* Task details
The stretch from the line with "Read this map" through the line with "Instruction: Parse this" in the records below: write it out exactly, and nothing else.

* Records provided
**********
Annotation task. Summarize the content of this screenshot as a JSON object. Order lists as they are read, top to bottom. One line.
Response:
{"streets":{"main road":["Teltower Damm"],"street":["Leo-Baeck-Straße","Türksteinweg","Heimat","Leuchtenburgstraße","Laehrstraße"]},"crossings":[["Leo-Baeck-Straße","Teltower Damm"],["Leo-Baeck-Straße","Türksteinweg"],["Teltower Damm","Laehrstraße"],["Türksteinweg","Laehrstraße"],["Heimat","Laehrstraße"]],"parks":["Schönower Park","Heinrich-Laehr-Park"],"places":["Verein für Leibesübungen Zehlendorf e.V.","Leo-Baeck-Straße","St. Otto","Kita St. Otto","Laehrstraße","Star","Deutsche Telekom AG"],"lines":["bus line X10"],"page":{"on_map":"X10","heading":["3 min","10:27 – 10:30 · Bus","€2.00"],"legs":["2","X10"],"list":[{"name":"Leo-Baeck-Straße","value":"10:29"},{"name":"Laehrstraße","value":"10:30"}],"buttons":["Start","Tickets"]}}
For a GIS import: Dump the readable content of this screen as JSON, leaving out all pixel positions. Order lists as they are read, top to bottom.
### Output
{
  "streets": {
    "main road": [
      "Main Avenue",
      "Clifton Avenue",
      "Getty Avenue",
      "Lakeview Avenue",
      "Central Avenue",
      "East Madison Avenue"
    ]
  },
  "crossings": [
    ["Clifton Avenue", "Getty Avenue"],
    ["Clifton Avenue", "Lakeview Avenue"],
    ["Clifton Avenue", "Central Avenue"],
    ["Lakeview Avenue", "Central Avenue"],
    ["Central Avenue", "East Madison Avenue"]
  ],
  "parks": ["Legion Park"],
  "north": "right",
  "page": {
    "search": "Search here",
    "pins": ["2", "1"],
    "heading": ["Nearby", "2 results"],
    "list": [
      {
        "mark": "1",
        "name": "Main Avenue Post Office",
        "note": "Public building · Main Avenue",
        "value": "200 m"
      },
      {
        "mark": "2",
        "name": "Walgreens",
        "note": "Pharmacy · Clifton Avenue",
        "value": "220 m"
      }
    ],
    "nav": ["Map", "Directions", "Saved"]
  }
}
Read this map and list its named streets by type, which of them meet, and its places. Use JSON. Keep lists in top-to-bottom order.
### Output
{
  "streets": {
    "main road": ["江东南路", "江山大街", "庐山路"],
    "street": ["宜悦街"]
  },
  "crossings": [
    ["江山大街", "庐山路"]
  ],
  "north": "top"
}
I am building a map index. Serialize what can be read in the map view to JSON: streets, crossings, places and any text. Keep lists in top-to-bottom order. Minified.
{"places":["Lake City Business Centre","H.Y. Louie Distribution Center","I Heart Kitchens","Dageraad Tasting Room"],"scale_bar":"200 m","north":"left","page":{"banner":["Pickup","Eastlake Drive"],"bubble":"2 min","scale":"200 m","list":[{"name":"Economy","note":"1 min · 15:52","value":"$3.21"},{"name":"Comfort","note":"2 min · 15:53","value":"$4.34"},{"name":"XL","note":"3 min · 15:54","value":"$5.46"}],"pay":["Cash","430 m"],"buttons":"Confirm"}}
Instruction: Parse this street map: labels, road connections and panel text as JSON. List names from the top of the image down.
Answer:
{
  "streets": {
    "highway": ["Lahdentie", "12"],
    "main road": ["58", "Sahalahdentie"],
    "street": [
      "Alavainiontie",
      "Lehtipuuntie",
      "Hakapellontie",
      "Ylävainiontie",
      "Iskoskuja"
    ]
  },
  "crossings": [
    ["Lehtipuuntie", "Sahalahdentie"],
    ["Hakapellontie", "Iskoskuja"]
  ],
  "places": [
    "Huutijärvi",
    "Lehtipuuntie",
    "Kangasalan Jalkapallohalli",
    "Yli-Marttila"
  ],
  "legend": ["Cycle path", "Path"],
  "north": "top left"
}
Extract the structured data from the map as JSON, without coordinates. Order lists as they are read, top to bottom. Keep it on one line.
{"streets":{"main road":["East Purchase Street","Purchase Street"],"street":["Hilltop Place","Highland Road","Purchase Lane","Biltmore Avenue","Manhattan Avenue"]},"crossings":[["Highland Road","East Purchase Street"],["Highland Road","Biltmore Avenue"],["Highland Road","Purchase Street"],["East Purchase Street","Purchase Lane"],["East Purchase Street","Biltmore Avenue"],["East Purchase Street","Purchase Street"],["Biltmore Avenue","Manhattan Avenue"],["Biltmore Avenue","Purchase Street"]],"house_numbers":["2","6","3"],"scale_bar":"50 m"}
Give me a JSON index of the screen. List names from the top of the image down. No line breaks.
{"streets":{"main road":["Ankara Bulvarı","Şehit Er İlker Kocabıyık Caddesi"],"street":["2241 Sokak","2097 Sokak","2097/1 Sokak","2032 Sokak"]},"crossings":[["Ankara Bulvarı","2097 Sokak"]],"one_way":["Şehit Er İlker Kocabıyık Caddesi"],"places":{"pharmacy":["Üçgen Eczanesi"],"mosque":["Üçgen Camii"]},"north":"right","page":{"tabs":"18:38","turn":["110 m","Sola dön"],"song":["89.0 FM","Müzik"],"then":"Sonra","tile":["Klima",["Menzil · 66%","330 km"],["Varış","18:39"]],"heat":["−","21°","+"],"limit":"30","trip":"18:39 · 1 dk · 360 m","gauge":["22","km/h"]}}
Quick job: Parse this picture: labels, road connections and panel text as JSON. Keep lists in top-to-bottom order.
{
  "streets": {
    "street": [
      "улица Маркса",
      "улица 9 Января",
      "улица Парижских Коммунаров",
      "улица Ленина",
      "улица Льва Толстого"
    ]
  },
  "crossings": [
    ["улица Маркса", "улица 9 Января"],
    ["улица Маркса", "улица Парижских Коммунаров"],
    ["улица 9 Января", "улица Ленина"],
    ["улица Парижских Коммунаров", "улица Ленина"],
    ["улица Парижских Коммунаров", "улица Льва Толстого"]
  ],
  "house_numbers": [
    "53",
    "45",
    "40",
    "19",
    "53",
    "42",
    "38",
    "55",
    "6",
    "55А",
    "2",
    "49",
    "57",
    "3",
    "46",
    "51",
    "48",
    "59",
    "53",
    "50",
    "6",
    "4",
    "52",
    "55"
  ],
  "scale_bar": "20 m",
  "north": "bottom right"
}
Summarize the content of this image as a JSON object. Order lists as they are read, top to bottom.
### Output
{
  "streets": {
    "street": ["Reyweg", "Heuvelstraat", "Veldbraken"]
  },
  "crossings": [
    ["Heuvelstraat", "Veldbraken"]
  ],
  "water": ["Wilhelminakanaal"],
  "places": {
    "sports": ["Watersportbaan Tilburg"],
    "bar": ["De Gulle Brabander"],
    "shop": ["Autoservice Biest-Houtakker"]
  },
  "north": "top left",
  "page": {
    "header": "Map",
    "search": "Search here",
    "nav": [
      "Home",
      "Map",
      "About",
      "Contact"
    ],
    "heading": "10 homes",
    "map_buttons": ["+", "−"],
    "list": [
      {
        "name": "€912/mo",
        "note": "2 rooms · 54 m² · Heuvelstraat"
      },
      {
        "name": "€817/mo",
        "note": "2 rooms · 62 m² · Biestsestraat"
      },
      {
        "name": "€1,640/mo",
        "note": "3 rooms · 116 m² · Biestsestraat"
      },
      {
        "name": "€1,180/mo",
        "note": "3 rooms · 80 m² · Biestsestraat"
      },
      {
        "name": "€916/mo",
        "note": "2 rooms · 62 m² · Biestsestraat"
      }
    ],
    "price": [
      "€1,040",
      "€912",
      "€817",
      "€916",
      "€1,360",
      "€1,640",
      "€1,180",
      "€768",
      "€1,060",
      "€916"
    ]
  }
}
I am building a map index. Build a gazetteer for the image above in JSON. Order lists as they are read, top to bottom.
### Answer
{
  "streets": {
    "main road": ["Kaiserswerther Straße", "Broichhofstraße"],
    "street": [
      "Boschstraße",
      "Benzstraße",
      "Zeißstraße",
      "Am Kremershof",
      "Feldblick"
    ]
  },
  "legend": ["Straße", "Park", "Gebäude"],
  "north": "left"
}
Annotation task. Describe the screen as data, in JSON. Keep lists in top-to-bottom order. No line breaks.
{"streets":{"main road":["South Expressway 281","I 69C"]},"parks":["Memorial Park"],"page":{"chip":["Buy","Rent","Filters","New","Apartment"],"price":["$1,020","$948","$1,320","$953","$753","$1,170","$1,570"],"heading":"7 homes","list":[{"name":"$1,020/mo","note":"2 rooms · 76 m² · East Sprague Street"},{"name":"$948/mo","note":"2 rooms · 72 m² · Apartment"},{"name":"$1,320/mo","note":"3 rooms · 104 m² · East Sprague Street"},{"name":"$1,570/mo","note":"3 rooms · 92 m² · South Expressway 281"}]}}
**********
* Exercise result
Read this map and list its named streets by type, which of them meet, and its places. Use JSON. Keep lists in top-to-bottom order.
### Output
{
  "streets": {
    "main road": ["江东南路", "江山大街", "庐山路"],
    "street": ["宜悦街"]
  },
  "crossings": [
    ["江山大街", "庐山路"]
  ],
  "north": "top"
}
I am building a map index. Serialize what can be read in the map view to JSON: streets, crossings, places and any text. Keep lists in top-to-bottom order. Minified.
{"places":["Lake City Business Centre","H.Y. Louie Distribution Center","I Heart Kitchens","Dageraad Tasting Room"],"scale_bar":"200 m","north":"left","page":{"banner":["Pickup","Eastlake Drive"],"bubble":"2 min","scale":"200 m","list":[{"name":"Economy","note":"1 min · 15:52","value":"$3.21"},{"name":"Comfort","note":"2 min · 15:53","value":"$4.34"},{"name":"XL","note":"3 min · 15:54","value":"$5.46"}],"pay":["Cash","430 m"],"buttons":"Confirm"}}
Instruction: Parse this street map: labels, road connections and panel text as JSON. List names from the top of the image down.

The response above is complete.